Traces of human settlement in the region of present-day Baku date back to the Stone Age. Bronze-Age rock carvings have been discovered near Bayil, and a bronze figure of a small fish in the territory of the Old City. These have led some to suggest the existence of a Bronze-Age settlement within the city's territory. Near Nardaran, a place called Umid Gaya features a prehistoric observatory, where images of the sun and of various constellations are carved into rock together with a primitive astronomic table. Further archeological excavations have revealed various prehistoric settlements, native temples, statues and other artifacts within the territory of the modern city and around it.

In the 1st century AD, the Romans organised two Caucasian campaigns and reached what is today Baku. Near the city, in what is today Gobustan, Roman inscriptions dating from AD 84 to 96 survive – some of the earliest written evidences for a city there.

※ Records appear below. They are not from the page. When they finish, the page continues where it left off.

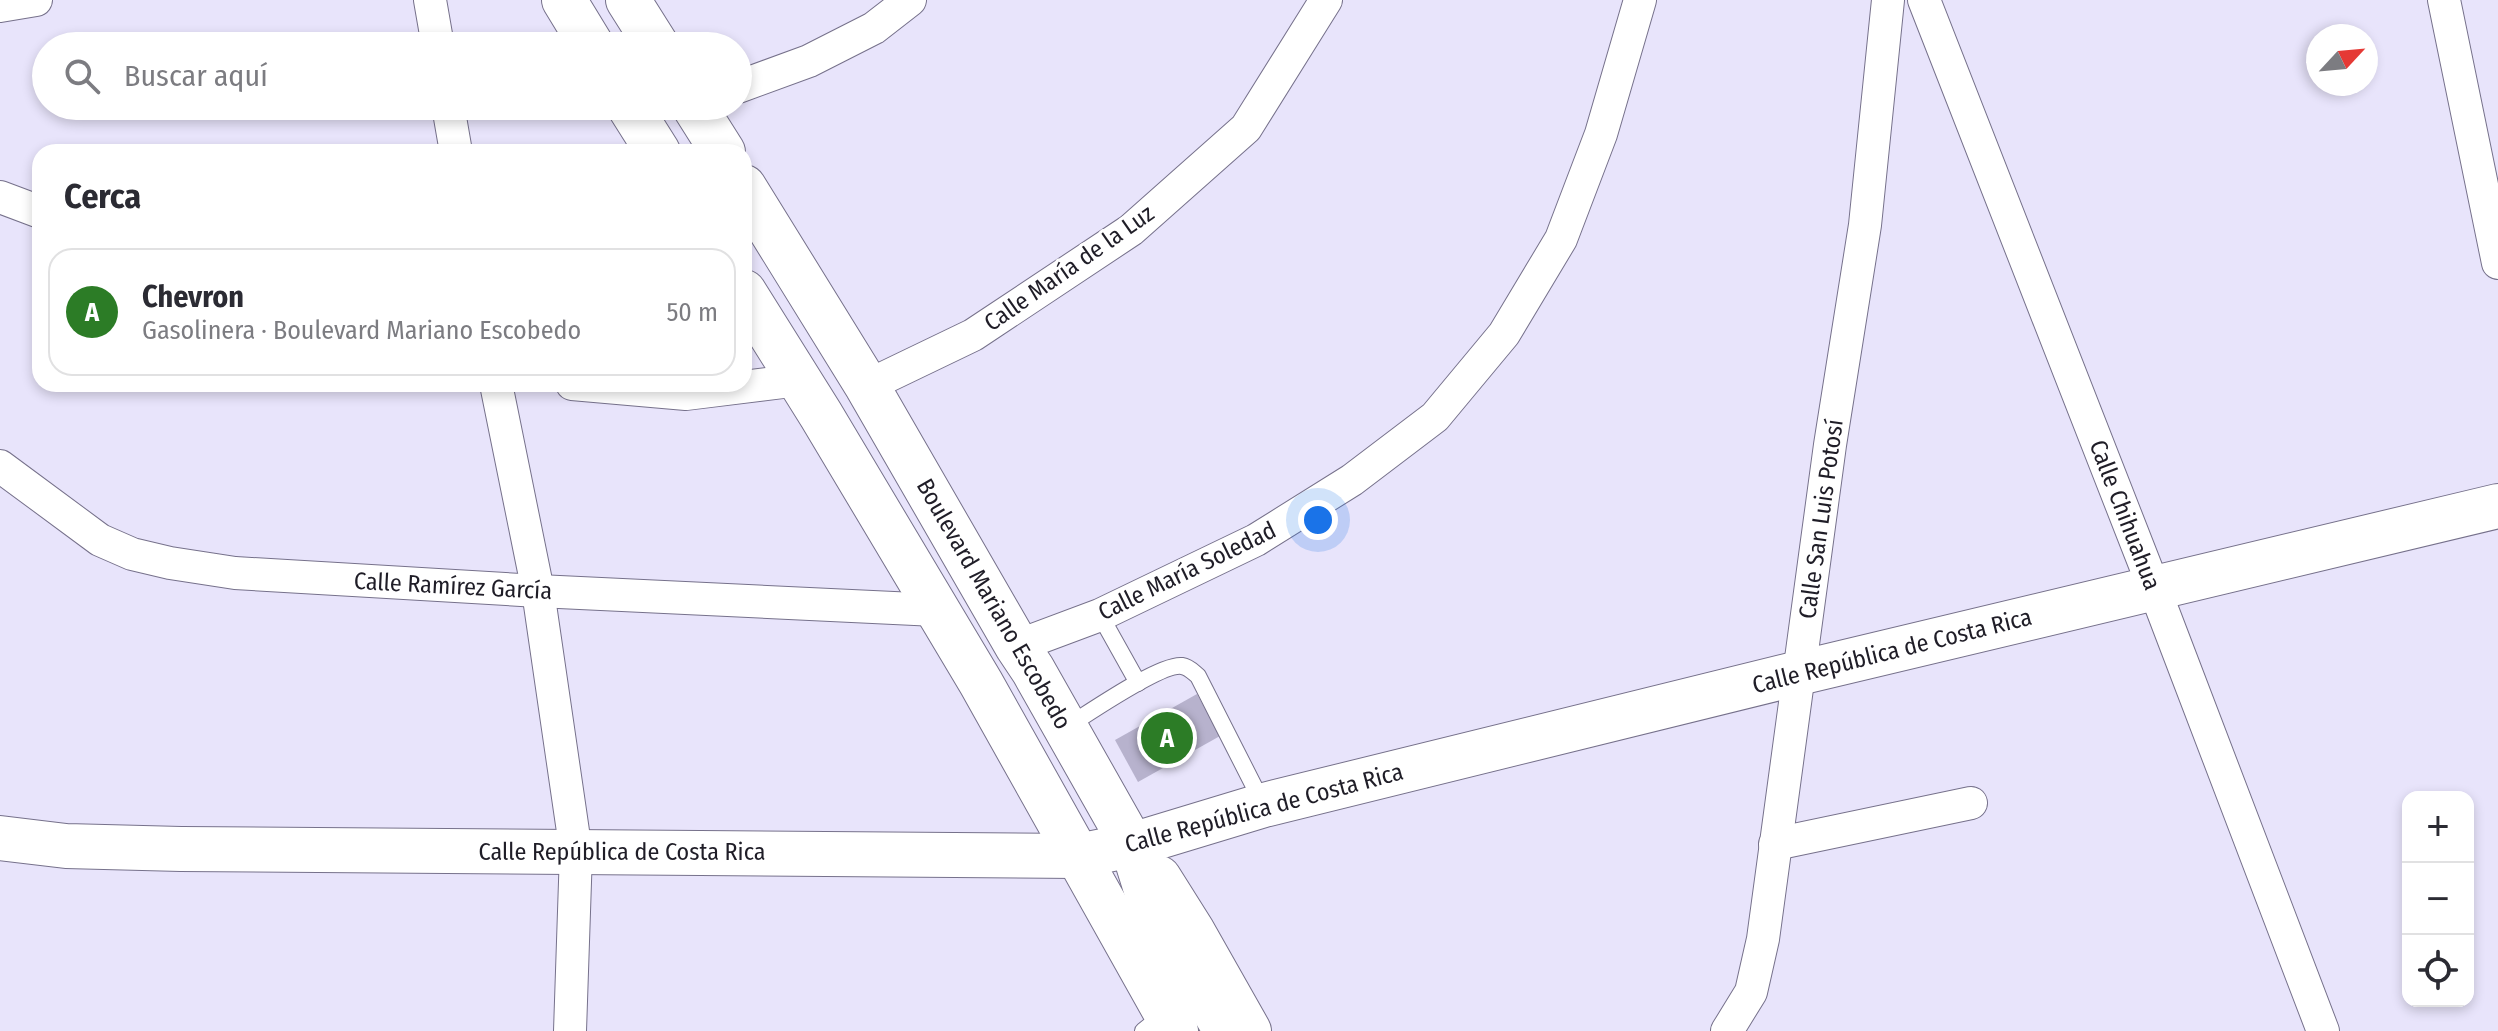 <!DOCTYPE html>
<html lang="es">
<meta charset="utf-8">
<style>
body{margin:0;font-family:"Fira Sans Condensed",sans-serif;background:#f7f7f7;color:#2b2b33}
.controls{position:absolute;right:24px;bottom:24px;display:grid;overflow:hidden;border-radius:16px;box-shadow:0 4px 12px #0003}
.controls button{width:72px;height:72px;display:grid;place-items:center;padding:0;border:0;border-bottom:2px solid #e1e1e2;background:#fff;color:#2b2b33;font:40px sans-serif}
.compass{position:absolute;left:2306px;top:24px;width:72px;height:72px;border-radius:50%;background:#fff;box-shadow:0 4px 12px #0003;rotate:64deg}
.you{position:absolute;left:1318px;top:520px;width:28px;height:28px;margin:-20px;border:6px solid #fff;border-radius:50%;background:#1a73e8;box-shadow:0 0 0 12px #1a73e833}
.badge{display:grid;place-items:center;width:52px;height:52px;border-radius:50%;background:#2c7c26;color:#fff;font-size:26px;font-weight:700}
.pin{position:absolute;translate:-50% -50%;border:4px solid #fff;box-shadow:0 2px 8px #0006}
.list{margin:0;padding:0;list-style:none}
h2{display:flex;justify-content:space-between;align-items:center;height:104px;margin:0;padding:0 32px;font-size:34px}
h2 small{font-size:26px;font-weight:400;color:#7c7c81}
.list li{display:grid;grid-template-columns:52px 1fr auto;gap:24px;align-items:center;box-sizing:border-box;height:128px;margin:0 16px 16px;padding:0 16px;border:2px solid #e1e1e2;border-radius:24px}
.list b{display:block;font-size:30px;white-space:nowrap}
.list p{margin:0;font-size:26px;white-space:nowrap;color:#7c7c81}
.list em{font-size:26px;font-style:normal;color:#7c7c81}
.icon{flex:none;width:44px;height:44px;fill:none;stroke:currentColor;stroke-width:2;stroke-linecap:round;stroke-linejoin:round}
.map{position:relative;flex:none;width:2498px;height:1031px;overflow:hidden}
.search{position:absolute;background:#fff;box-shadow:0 4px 12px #0003;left:32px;top:32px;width:720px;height:88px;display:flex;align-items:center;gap:20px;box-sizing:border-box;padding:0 28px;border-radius:44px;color:#7c7c81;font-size:30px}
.panel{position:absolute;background:#fff;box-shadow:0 4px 12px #0003;left:32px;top:144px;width:720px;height:248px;border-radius:24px}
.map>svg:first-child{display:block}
</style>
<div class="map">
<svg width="2498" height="1031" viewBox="0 0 2498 1031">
<rect width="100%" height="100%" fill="#e8e4fb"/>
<path fill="#b7b2cd" d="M1197 694 1220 736 1138 782 1115 740Z"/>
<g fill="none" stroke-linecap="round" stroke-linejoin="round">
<g stroke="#76718b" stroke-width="18">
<g id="lane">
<path d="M1100 615 1138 683"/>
<path d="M1068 726C1089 713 1161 663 1182 666 1189 667 1193 672 1198 676L1263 804"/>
<path d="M1143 1031 1164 1014"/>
</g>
</g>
<g stroke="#76718b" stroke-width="34">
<g id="street">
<path d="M430 0 438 46"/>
<path d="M1924 0 2154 588 2323 1031"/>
<path d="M2444 0 2498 263"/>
<path d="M0 6 36 0"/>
<path d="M738 87 809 61 874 28 910 0"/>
<path d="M448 106 456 152"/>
<path d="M0 197 40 212"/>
<path d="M496 384 538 591 576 852 570 1031"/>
<path d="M572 384 686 394 799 380"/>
<path d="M867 386 973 335 1131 230 1246 128 1326 0"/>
<path d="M0 466 100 540 132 554 170 563 235 573 538 591 936 610"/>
<path d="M1017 646 1100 615 1256 540 1352 480 1435 417 1504 334 1561 239 1601 134 1640 0"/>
<path d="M1775 844 1971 803"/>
<path d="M1727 1031 1751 992 1763 939 1830 445 1865 225 1888 0"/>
</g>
</g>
<g stroke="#76718b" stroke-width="46">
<g id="secondary">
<path d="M0 838 66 846 181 849 1078 856 1132 845 1264 805 1799 673 2498 506"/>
<path d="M1159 878 1193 932 1249 1031"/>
</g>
</g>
<g stroke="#76718b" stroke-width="46">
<g id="primary">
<path d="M564 0 592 46"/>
<path d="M628 0 657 46"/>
<path d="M629 106 658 152"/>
<path d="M694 106 723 152"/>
<path d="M744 187 867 386 1017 646 1033 670 1132 845 1146 890 1175 945 1226 1031"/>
<path d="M744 292 821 415 981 683 1176 1031"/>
</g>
</g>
<use href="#lane" stroke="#fff" stroke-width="16"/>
<use href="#street" stroke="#fff" stroke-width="32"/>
<use href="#secondary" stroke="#fff" stroke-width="44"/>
<use href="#primary" stroke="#fff" stroke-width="44"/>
</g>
<g text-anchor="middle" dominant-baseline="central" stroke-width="6" stroke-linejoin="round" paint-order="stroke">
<g font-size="24" fill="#1f1d27" stroke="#fff">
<text transform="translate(1069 268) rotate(-35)">Calle María de la Luz</text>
<text transform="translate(2125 515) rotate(69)">Calle Chihuahua</text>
<text transform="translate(1821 519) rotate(-82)">Calle San Luis Potosí</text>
<text transform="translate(1187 571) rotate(-26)">Calle María Soledad</text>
<text transform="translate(453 586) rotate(3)">Calle Ramírez García</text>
<text transform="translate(994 604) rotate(60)">Boulevard Mariano Escobedo</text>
<text transform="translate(1892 651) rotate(-14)">Calle República de Costa Rica</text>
<text transform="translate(1264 808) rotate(-15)">Calle República de Costa Rica</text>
<text x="622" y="852">Calle República de Costa Rica</text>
</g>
</g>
</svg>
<div class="controls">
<button>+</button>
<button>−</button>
<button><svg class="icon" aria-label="locate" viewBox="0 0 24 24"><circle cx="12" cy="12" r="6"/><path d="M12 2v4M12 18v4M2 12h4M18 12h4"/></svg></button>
</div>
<svg class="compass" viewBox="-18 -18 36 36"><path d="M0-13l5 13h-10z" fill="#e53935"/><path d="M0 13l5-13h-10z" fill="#7c7c81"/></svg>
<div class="you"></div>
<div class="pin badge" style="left:1167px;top:738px">A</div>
<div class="search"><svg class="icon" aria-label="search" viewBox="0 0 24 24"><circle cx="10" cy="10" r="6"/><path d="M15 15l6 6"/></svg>Buscar aquí</div>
<section class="panel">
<h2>Cerca<small></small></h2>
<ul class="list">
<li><span class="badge">A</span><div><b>Chevron</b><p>Gasolinera · Boulevard Mariano Escobedo</p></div><em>50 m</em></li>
</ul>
</section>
</div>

According to the 6th-century archbishop and historian St. Sophronius of Cyprus, in 71, St. Bartholomew the Apostle was preaching Christianity in the city of Albana or Albanopolis, associated with present-day Baku or Derbent, both located by the Caspian Sea. St. Bartholomew managed to convert even members of the local royal family who had worshipped the idol Astaroth, but was later martyred by being flayed alive and crucified head down on orders from the pagan king Astyages. The remains of St. Bartholomew were secretly transferred to Mesopotamia.